L’expert relève dans sa note aux parties n°4 – Pré-rapport 2, du 28 mai 2025, que le local mis à bail n’est pas conforme à la réglementation incendie pour un établissement classifié [Localité 10] de type N catégorie 5 et est en conséquence impropre à abriter l’activité de la pizzeria BONICI. Il décrit les travaux de mise en conformité à réaliser en urgence.
La société JMRV 2020 ayant déposé son bilan et cessé son activité le 5 février 2025, il n’y a plus d’urgence à faire réaliser les travaux et leur opportunité même n’est plus avérée si la transformation des locaux dans le cadre d’une nouvelle activité n’exigeait plus une conformité à la réglementation [Localité 10].

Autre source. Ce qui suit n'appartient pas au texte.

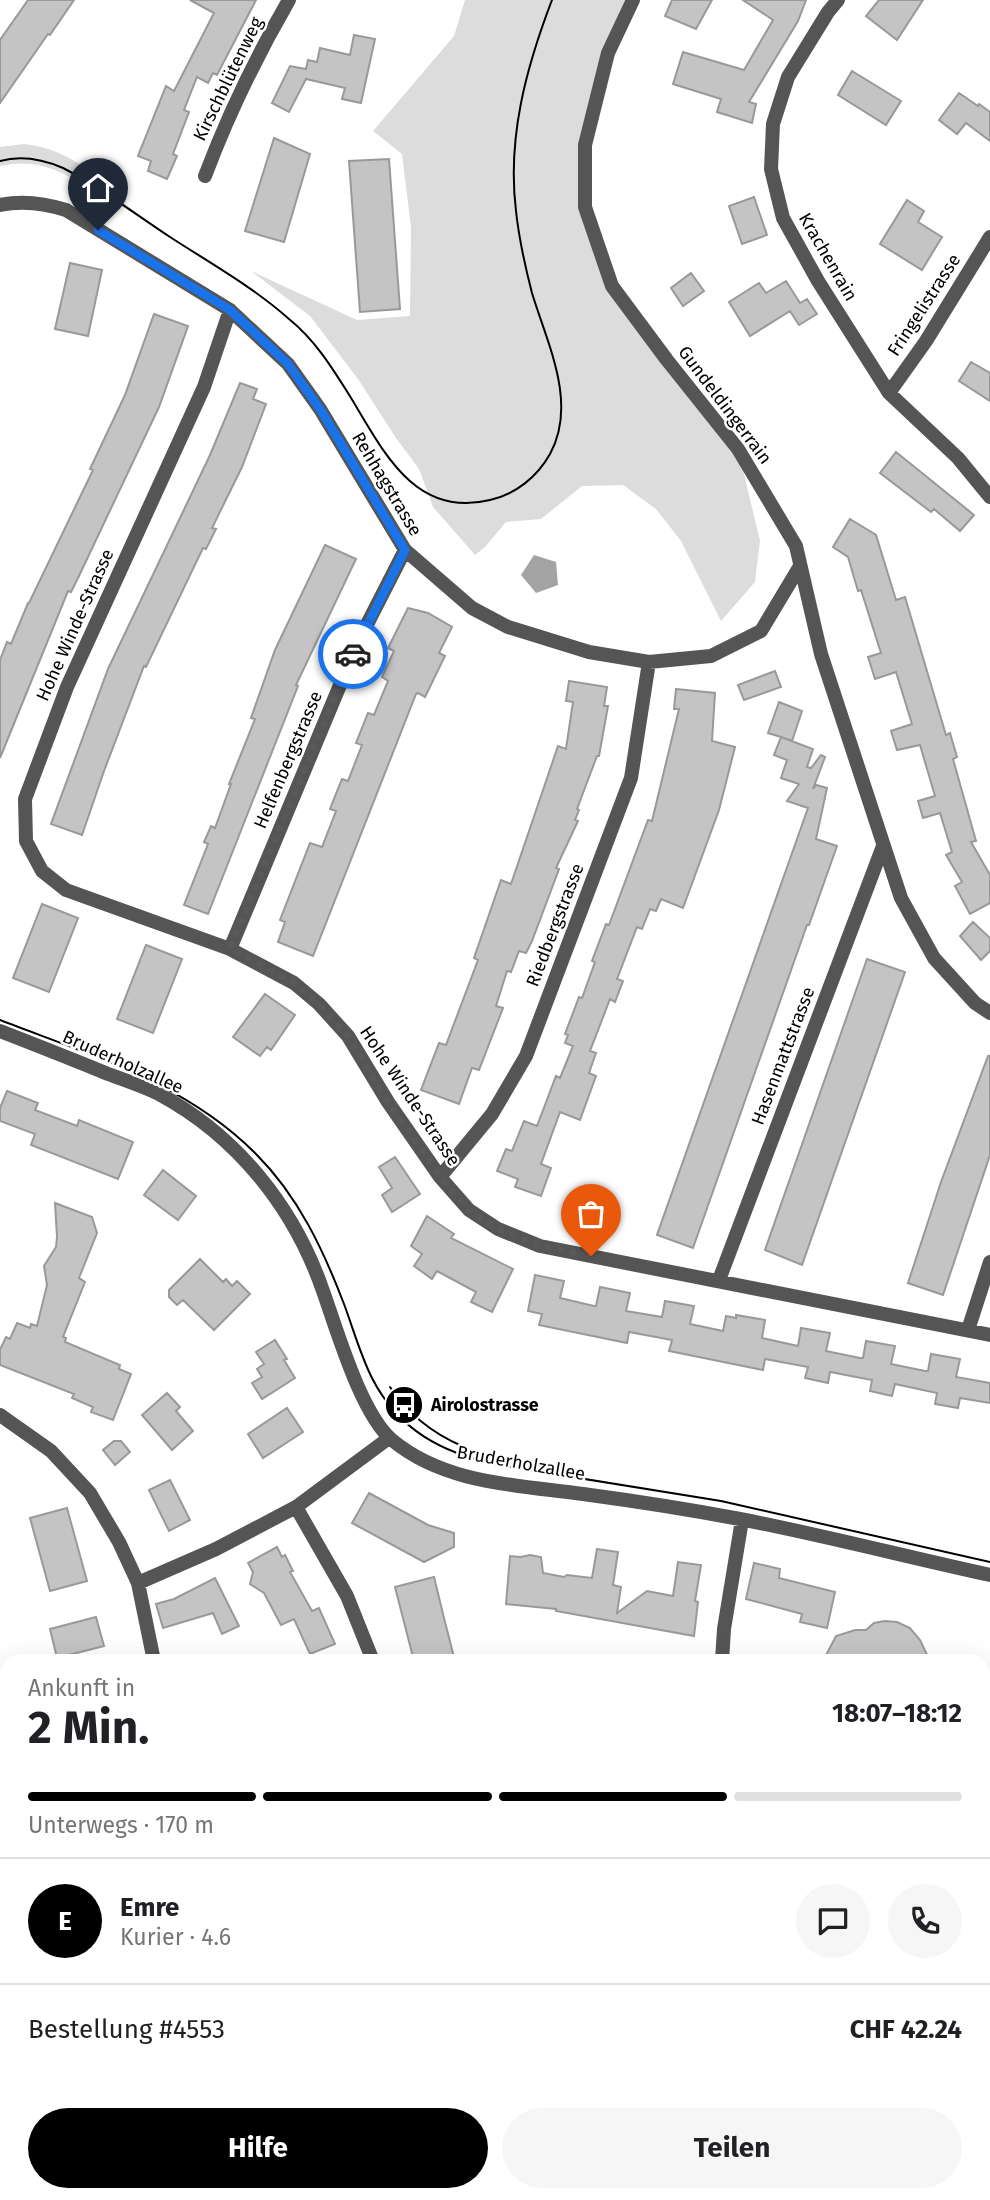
<!DOCTYPE html>
<html lang="de">
<head>
<meta charset="utf-8">
<style>
  :root { --surface:#fff; --page:#f6f6f6; --text:#202124; --muted:#757577; --line:#e0e0e0; --accent:#000 }
  body { margin:0; font-family:"Fira Sans",sans-serif; background:var(--page); color:var(--text); height:100vh; display:flex; flex-direction:column; font-size:26px; white-space:nowrap }
  * { box-sizing:border-box; margin:0 }
  p { font-size:23px; color:var(--muted) }
  .icon { flex:none; width:38px; height:38px; fill:none; stroke:currentColor; stroke-width:2; stroke-linecap:round; stroke-linejoin:round }
  .map { position:relative; flex:1; overflow:hidden }
  .details { position:absolute; left:0px; top:1654px; width:990px; height:548px; display:flex; flex-direction:column; background:var(--surface); border-radius:21px 21px 0 0; box-shadow:0 7px 28px #0002 }
  .details>* { flex:none }
  .pin { position:absolute; display:grid; place-items:center; width:60px; height:60px; color:#fff; margin:-72px -30px; border-radius:50% 50% 50% 0; rotate:-45deg; box-shadow:0 0 7px #0007 }
  .pin .icon { rotate:45deg }
  .courier { position:absolute; display:grid; place-items:center; width:70px; height:70px; margin:-35px; border:5px solid #1a73e8; border-radius:50%; background:#fff; color:#222; box-shadow:0 2px 9px #0007 }
  .headline em { font-style:normal; font-weight:700 }
  .headline div { display:flex; flex-direction:column-reverse }
  .headline { display:flex; align-items:center; justify-content:space-between; height:119px; padding:0 28px }
  h1 { font-size:46px; font-weight:700; line-height:52px }
  .bar { display:grid; grid-template-columns:repeat(4,1fr); gap:10px 7px; align-content:center; height:84px; padding:0 28px }
  .bar i { height:9px; border-radius:5px; background:var(--line) }
  .bar .selected { background:var(--accent) }
  .bar p { grid-column:span 4 }
  .line { display:flex; align-items:center; gap:18px; padding:0 28px; border-top:2px solid var(--line) }
  .line div { flex:1 }
  .round { display:grid; place-items:center; flex:none; width:74px; height:74px; border-radius:37px; background:var(--page) }
  .primary-button { display:flex; gap:14px; margin-top:auto; padding:14px 28px }
  .primary-button a { flex:1; height:80px; border-radius:42px; background:var(--accent); color:#fff; font-size:28px; font-weight:700; line-height:80px; text-align:center }
  .primary-button a+a { background:var(--page); color:var(--text) }
  .map>svg:first-child { display:block }
</style>
</head>
<body>
<div class="map">
<svg width="990" height="2200" viewBox="0 0 990 2200">
  <rect width="100%" height="100%" fill="#fff"/>
  <!-- green -->
  <path fill="#dcdcdc" d="M 465,0 L 633,0 L 608,53 L 585,145 L 585,207 L 612,286 L 738,449 L 760,541 L 755,582 L 721,621 L 681,541 L 656,509 L 623,485 L 582,486 L 541,519 L 506,522 L 485,547 L 475,555 L 433,507 L 419,469 L 396,438 L 358,379 L 310,316 L 251,271 L 357,320 L 410,316 L 411,227 L 402,154 L 373,131 L 454,36 Z
    M 24,144 C 56,147 79,163 105,180 L 97,194 C 66,173 39,157 0,166 L 0,147 Z"/>
  <!-- water -->
  <path fill="#a3a3a3" d="M 534,555 L 556,562 L 558,585 L 536,593 L 521,575 Z"/>
  <!-- building -->
  <path fill="#c4c4c4" stroke="#999" stroke-width="2" d="M 28,0 L 74,0 L 50,35 L 48,34 L 0,103 L 0,40 Z
    M 190,0 L 256,0 L 217,75 L 213,73 L 208,83 L 197,77 L 184,110 L 189,112 L 173,154 L 177,156 L 167,179 L 148,171 L 151,161 L 138,156 L 166,86 L 174,91 L 214,13 Z
    M 672,0 L 712,0 L 696,29 L 665,16 Z
    M 743,0 L 806,0 L 798,21 L 749,102 L 756,104 L 752,123 L 717,112 L 721,99 L 673,84 L 683,52 L 744,70 L 773,20 Z
    M 879,0 L 923,0 L 897,40 L 866,16 Z
    M 354,35 L 375,39 L 361,103 L 342,99 L 345,88 L 306,79 L 289,112 L 272,103 L 290,66 L 306,69 L 308,60 L 317,62 L 320,48 L 350,55 Z
    M 852,71 L 901,101 L 886,125 L 838,95 Z
    M 959,93 L 978,106 L 979,104 L 990,112 L 990,141 L 966,123 L 957,134 L 939,120 Z
    M 274,138 L 310,154 L 284,242 L 245,231 Z
    M 389,159 L 400,309 L 360,312 L 349,161 Z
    M 754,197 L 767,235 L 742,244 L 729,206 Z
    M 907,200 L 924,211 L 918,222 L 942,237 L 922,270 L 880,244 Z
    M 70,263 L 102,270 L 88,336 L 55,329 Z
    M 691,273 L 704,291 L 683,306 L 671,288 Z
    M 786,281 L 800,303 L 807,299 L 817,314 L 799,325 L 790,311 L 750,336 L 729,302 L 759,283 L 766,293 Z
    M 154,314 L 188,326 L 159,407 L 78,578 L 71,592 L 68,591 L 0,758 L 0,660 L 7,642 L 11,644 L 28,603 L 29,603 L 93,470 L 90,469 L 125,395 Z
    M 971,362 L 990,373 L 990,401 L 959,381 Z
    M 240,383 L 257,389 L 253,399 L 266,404 L 242,467 L 212,528 L 216,529 L 206,549 L 203,548 L 146,667 L 144,666 L 104,771 L 82,835 L 51,824 L 108,669 L 210,455 Z
    M 896,452 L 974,515 L 960,531 L 934,509 L 931,512 L 880,473 Z
    M 850,519 L 876,535 L 896,600 L 905,597 L 946,735 L 950,733 L 957,757 L 953,759 L 976,841 L 971,842 L 990,875 L 990,903 L 970,914 L 955,886 L 962,882 L 946,855 L 952,852 L 940,813 L 923,818 L 918,801 L 935,796 L 920,745 L 897,750 L 891,731 L 912,724 L 896,672 L 875,679 L 868,657 L 881,653 L 861,590 L 858,591 L 848,557 L 833,547 Z
    M 325,545 L 356,559 L 296,685 L 298,686 L 208,914 L 184,905 L 208,844 L 204,842 L 211,826 L 215,828 L 231,784 L 229,784 L 255,719 L 251,718 L 275,650 Z
    M 408,608 L 428,613 L 452,627 L 439,653 L 445,656 L 425,697 L 418,693 L 416,694 L 313,956 L 278,942 L 285,922 L 280,920 L 310,843 L 322,847 L 336,811 L 330,809 L 342,779 L 348,781 L 362,745 L 356,743 L 368,713 L 374,715 L 388,681 L 382,677 L 394,651 L 388,648 Z
    M 775,671 L 781,687 L 744,700 L 738,685 Z
    M 569,681 L 607,687 L 604,706 L 608,706 L 599,756 L 597,756 L 583,793 L 577,809 L 579,810 L 575,820 L 578,821 L 556,868 L 559,869 L 532,941 L 526,953 L 519,951 L 511,972 L 507,971 L 496,1006 L 503,1008 L 479,1070 L 472,1068 L 459,1104 L 421,1090 L 439,1043 L 446,1045 L 478,960 L 474,958 L 501,880 L 511,884 L 558,746 L 566,749 L 573,702 L 566,701 Z
    M 676,689 L 715,693 L 712,741 L 735,747 L 719,810 L 683,908 L 661,899 L 656,911 L 650,909 L 642,929 L 637,927 L 617,979 L 623,981 L 615,1002 L 610,999 L 590,1051 L 596,1053 L 589,1073 L 596,1076 L 580,1120 L 560,1112 L 541,1164 L 551,1168 L 541,1196 L 515,1187 L 518,1179 L 497,1171 L 506,1149 L 512,1151 L 524,1121 L 537,1126 L 556,1076 L 560,1078 L 573,1046 L 565,1043 L 568,1035 L 565,1034 L 579,997 L 582,998 L 595,962 L 592,961 L 606,924 L 609,925 L 648,820 L 652,821 L 679,709 L 674,709 Z
    M 779,702 L 802,711 L 792,741 L 781,737 L 813,749 L 807,767 L 811,768 L 821,755 L 825,757 L 813,789 L 816,785 L 827,788 L 816,839 L 837,846 L 809,925 L 807,925 L 693,1248 L 657,1235 L 808,808 L 787,801 L 799,784 L 781,778 L 787,760 L 774,755 L 781,737 L 768,733 Z
    M 42,904 L 78,918 L 49,992 L 13,978 Z
    M 973,922 L 990,938 L 990,951 L 981,960 L 960,936 Z
    M 146,945 L 182,959 L 153,1033 L 117,1019 Z
    M 867,959 L 905,972 L 802,1265 L 765,1250 Z
    M 265,994 L 295,1015 L 271,1050 L 267,1047 L 260,1056 L 233,1037 Z
    M 988,1056 L 990,1056 L 990,1155 L 943,1295 L 908,1283 L 941,1182 Z
    M 7,1091 L 38,1103 L 35,1110 L 77,1126 L 79,1120 L 133,1142 L 118,1179 L 31,1145 L 35,1134 L 0,1121 L 0,1108 Z
    M 395,1157 L 420,1194 L 392,1212 L 382,1195 L 392,1188 L 379,1167 Z
    M 163,1170 L 196,1196 L 178,1220 L 144,1195 Z
    M 55,1203 L 92,1217 L 97,1233 L 79,1278 L 85,1282 L 63,1337 L 66,1338 L 65,1342 L 120,1365 L 119,1369 L 131,1374 L 113,1420 L 91,1412 L 93,1407 L 72,1398 L 74,1394 L 0,1365 L 0,1350 L 6,1337 L 10,1339 L 17,1323 L 30,1328 L 31,1324 L 37,1326 L 47,1285 L 44,1266 L 56,1247 L 57,1237 Z
    M 427,1216 L 454,1234 L 451,1238 L 513,1269 L 492,1312 L 471,1302 L 476,1292 L 437,1271 L 432,1279 L 414,1266 L 422,1254 L 411,1246 Z
    M 200,1259 L 223,1282 L 226,1279 L 232,1286 L 237,1281 L 250,1294 L 214,1330 L 183,1300 L 177,1305 L 169,1297 L 169,1290 Z
    M 535,1275 L 564,1281 L 560,1298 L 594,1306 L 596,1306 L 600,1287 L 630,1293 L 626,1311 L 662,1317 L 665,1301 L 694,1306 L 690,1324 L 723,1331 L 726,1316 L 736,1318 L 736,1315 L 765,1320 L 762,1338 L 798,1346 L 801,1328 L 830,1333 L 826,1351 L 860,1358 L 863,1358 L 866,1341 L 895,1346 L 891,1364 L 925,1371 L 928,1371 L 931,1354 L 960,1359 L 956,1377 L 990,1383 L 990,1403 L 960,1398 L 958,1408 L 935,1404 L 937,1393 L 895,1384 L 892,1396 L 870,1391 L 872,1380 L 830,1372 L 828,1383 L 805,1378 L 808,1367 L 765,1359 L 763,1370 L 669,1351 L 672,1340 L 629,1332 L 627,1343 L 539,1325 L 542,1314 L 528,1311 Z
    M 275,1340 L 287,1359 L 284,1360 L 295,1378 L 262,1399 L 252,1383 L 262,1377 L 257,1369 L 264,1364 L 256,1352 Z
    M 167,1393 L 180,1407 L 176,1411 L 193,1431 L 172,1450 L 142,1415 Z
    M 287,1408 L 303,1432 L 263,1458 L 248,1434 Z
    M 114,1441 L 121,1441 L 130,1452 L 115,1465 L 103,1450 Z
    M 170,1480 L 190,1520 L 169,1531 L 149,1490 Z
    M 369,1493 L 428,1525 L 454,1533 L 454,1547 L 424,1562 L 352,1523 Z
    M 67,1508 L 87,1581 L 50,1591 L 30,1518 Z
    M 277,1547 L 282,1557 L 285,1555 L 293,1571 L 290,1572 L 312,1611 L 319,1608 L 335,1644 L 310,1654 L 294,1619 L 281,1625 L 264,1593 L 250,1584 L 253,1572 L 248,1563 Z
    M 597,1549 L 618,1552 L 613,1585 L 621,1587 L 617,1613 L 647,1591 L 673,1596 L 678,1562 L 701,1565 L 695,1601 L 698,1602 L 694,1636 L 556,1611 L 556,1609 L 506,1604 L 510,1556 L 521,1557 L 530,1555 L 541,1557 L 543,1573 L 564,1577 L 567,1575 L 592,1578 Z
    M 754,1563 L 780,1569 L 779,1578 L 835,1592 L 827,1628 L 800,1622 L 802,1614 L 746,1599 Z
    M 434,1577 L 445,1622 L 455,1661 L 414,1661 L 395,1587 Z
    M 215,1578 L 239,1626 L 222,1634 L 213,1613 L 163,1628 L 156,1604 L 174,1599 Z
    M 96,1617 L 104,1646 L 57,1658 L 50,1629 Z
    M 885,1621 L 897,1622 L 910,1628 L 920,1640 L 930,1661 L 823,1661 L 836,1636 L 855,1630 L 866,1630 L 874,1623 Z"/>
  <g fill="none" stroke-linecap="round" stroke-linejoin="round">
    <!-- minor -->
    <path stroke="#555" stroke-width="14" d="M 633,0 L 608,53 L 585,145 L 585,207 L 612,286 L 667,360 L 738,449 L 796,546 L 821,654 L 901,898 L 934,958 L 975,1003 L 990,1013
      M 838,0 L 828,12 L 788,77 L 773,124 L 771,169 L 783,218 L 818,281 L 889,393 L 958,458 L 990,497
      M 205,176 C 228,115 256,57 289,0
      M 0,205 C 23,200 44,203 66,210 L 230,310 L 288,364 L 320,409 L 405,550 L 472,608 L 508,627 L 589,652 L 649,662 L 711,656 L 761,631 L 800,566
      M 230,310 L 204,387 L 67,687 L 25,799 L 26,841 L 42,871 L 66,890 L 230,949 L 294,983 L 319,1004 L 348,1036 L 388,1102 L 440,1177 L 469,1210 L 498,1229 L 540,1246 L 990,1335
      M 889,393 L 926,341 L 990,237
      M 230,949 L 358,642 L 405,550
      M 0,1031 C 36,1045 72,1059 108,1074 C 125,1080 143,1086 159,1094 C 237,1136 294,1207 323,1291 C 337,1330 361,1414 392,1440 C 445,1484 517,1485 583,1494 C 635,1501 687,1509 740,1519 C 823,1535 907,1557 990,1575
      M 440,1177 L 492,1114 L 526,1056 L 631,778 L 649,662
      M 719,1280 L 883,846
      M 968,1330 L 990,1262
      M 0,1415 L 51,1451 L 90,1493 L 119,1542 L 138,1583 L 154,1661
      M 296,1507 L 347,1596 L 373,1661
      M 138,1583 L 216,1549 L 296,1507 L 389,1438
      M 722,1661 L 724,1629 L 742,1520
      M 984,2042 L 990,2021
      M 984,2100 L 990,2101
      M 0,2171 L 7,2175
      M 49,2194 L 61,2200
      M 90,2200 L 93,2194
      M 351,2200 L 352,2194
      M 660,2200 L 661,2194
      M 938,2200 L 939,2194"/>
    <!-- tram -->
    <path stroke="#000" stroke-width="2" d="M 0,161 C 22,155 42,159 63,168 C 100,187 135,214 170,237 C 210,263 253,287 289,319 C 314,339 331,366 348,393 C 381,446 412,519 490,500 C 516,494 537,477 550,454 C 578,403 547,343 532,293 C 525,266 519,239 516,211 C 507,138 526,68 552,0
      M 0,1020 C 90,1055 186,1083 256,1154 C 298,1196 323,1249 344,1304 C 353,1328 360,1354 372,1378 C 399,1431 443,1453 498,1465 L 721,1501 L 990,1562
      M 390,1387 C 408,1414 432,1433 462,1446"/>
  </g>
  <g fill="none" stroke-linecap="round" stroke-linejoin="round">
    <!-- done -->
    <path stroke="#595959" stroke-width="7" stroke-dasharray="0 12.6" d="M 353,654 L 230,948 L 294,983 L 319,1004 L 348,1036 L 388,1102 L 440,1177 L 468,1210 L 498,1229 L 540,1246 L 591,1256"/>
    <!-- route -->
    <path stroke="#1a73e8" stroke-width="9" d="M 98,230 L 230,310 L 288,364 L 320,409 L 405,550 L 353,654"/>
  </g>
  <!-- icons -->
  <defs>
    <g id="bus-disc" transform="scale(2.0125)"><circle r="9.5" fill="#000" stroke="#fff"/><path d="M-5-6H5V4H4V6H2V4H-2V6H-4V4H-5ZM-3.5-4V0h7V-4ZM-3.5 1.2v1.5H-2V1.2ZM2 1.2v1.5H3.5V1.2Z" fill="#fff"/></g>
  </defs>
  <g fill-rule="evenodd">
    <use href="#bus-disc" x="404" y="1405"/>
  </g>
  <g text-anchor="middle" stroke-width="5" stroke-linejoin="round" paint-order="stroke">
    <!-- street labels -->
    <g font-size="18" fill="#000" stroke="#fff">
      <text transform="translate(228 79) rotate(-64)" y="6">Kirschblütenweg</text>
      <text transform="translate(828 257) rotate(60)" y="6">Krachenrain</text>
      <text transform="translate(924 305) rotate(-57)" y="6">Fringelistrasse</text>
      <text transform="translate(725 405) rotate(53)" y="6">Gundeldingerrain</text>
      <text transform="translate(387 484) rotate(59)" y="6">Rehhagstrasse</text>
      <text transform="translate(75 625) rotate(-66)" y="6">Hohe Winde-Strasse</text>
      <text transform="translate(288 760) rotate(-67)" y="6">Helfenbergstrasse</text>
      <text transform="translate(555 925) rotate(-69)" y="6">Riedbergstrasse</text>
      <text transform="translate(783 1056) rotate(-69)" y="6">Hasenmattstrasse</text>
      <text transform="translate(123 1062) rotate(24)" y="6">Bruderholzallee</text>
      <text transform="translate(410 1096) rotate(56)" y="6">Hohe Winde-Strasse</text>
      <text transform="translate(521 1463) rotate(10)" y="6">Bruderholzallee</text>
    </g>
    <!-- poi labels -->
    <g font-size="18" font-weight="bold" fill="#000" stroke="#fff" text-anchor="start">
      <text x="431" y="1411">Airolostrasse</text>
    </g>
  </g>
</svg>
<div class="pin" style="left:591px;top:1256px;background:#ea580c"><svg class="icon" aria-label="bag" viewBox="0 0 24 24"><path d="M5 8h14l-1 12H6zM9 8a3 3 0 0 1 6 0"/></svg></div>
<div class="pin" style="left:98px;top:230px;background:#1f2937"><svg class="icon" aria-label="home" viewBox="0 0 24 24"><path d="M3 11l9-7 9 7M6 9v11h12V9"/></svg></div>
<div class="courier" style="left:353px;top:654px"><svg class="icon" aria-label="car" viewBox="0 0 24 24"><path d="M5 17H2v-5l4-1 3-4h7l3 4 3 1v5h-3M9 17h6M6 11h13"/><circle cx="7" cy="17" r="2"/><circle cx="17" cy="17" r="2"/></svg></div>
<section class="details">
<div class="headline"><div><h1>2 Min.</h1><p>Ankunft in</p></div><em>18:07–18:12</em></div>
<div class="bar"><i class="selected"></i><i class="selected"></i><i class="selected"></i><i></i><p>Unterwegs · 170 m</p></div>
<div class="line" style="height:126px"><b class="round" style="background:var(--accent);color:#fff">E</b><div><b>Emre</b><p>Kurier · 4.6</p></div><a class="round"><svg class="icon" aria-label="chat" viewBox="0 0 24 24"><path d="M4 5h16v11H9l-5 4z"/></svg></a><a class="round"><svg class="icon" aria-label="phone" viewBox="0 0 24 24"><path d="M5 4h4l2 5-3 2q2 4 5 5l2-3 5 2v4C11 20 4 13 5 4z"/></svg></a></div>
<div class="line" style="height:91px"><div>Bestellung #4553</div><b>CHF 42.24</b></div>
<div class="primary-button"><a>Hilfe</a><a>Teilen</a></div>
</section>
</div>
</body>
</html>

En l’absence de dommage imminent ou de trouble manifestement illicite en l’état de la cessation d’activité et du dépôt de bilan de la société JMRV 2020, les demandes du syndicat des copropriétaires seront rejetées.
Sur les dépens
À ce stade de la procédure, et alors que la question du fond reste entière, les dépens seront laissés à la charge de la SCI ANACAPRI.
PAR CES MOTIFS
Le juge des référés du tribunal judiciaire de Bordeaux statuant par une ordonnance contradictoire, prononcée publiquement par mise à disposition au greffe et à charge d’appel;
DIT que les opérations d’expertise ordonnées par ordonnance du 5 août 2024 par le juge des référés du tribunal judiciaire de Bordeaux seront opposables à l’EURL FRANCHISE PIZZA BONICI et à l’EIRL [H] [N], qui seront tenues d’y participer ;
DIT que les opérations d’expertise seront reprises en présence de ces nouvelles parties, lesquelles seront convoquées à toute réunion d’expertise ultérieure ;
DIT n’y avoir lieu à modifier la mission impartie à l’expert ;
DIT n’y avoir lieu en l’état à consignation complémentaire ;
DIT que la présente décision sera caduque dans l’hypothèse où l’expert aurait déjà déposé son rapport ;
RECOIT l’intervention volontaire du [Adresse 16] ;
DEBOUTE le syndicat des copropriétaires de la Résidence LAGRAULA de ses demandes;
DIT que la SCI ANACAPRI conservera provisoirement à sa charge les frais de la présente procédure.
La présente décision a été signée par Alice VERGNE, Vice-Présidente, et par Karine PAPPAKOSTAS, Greffière.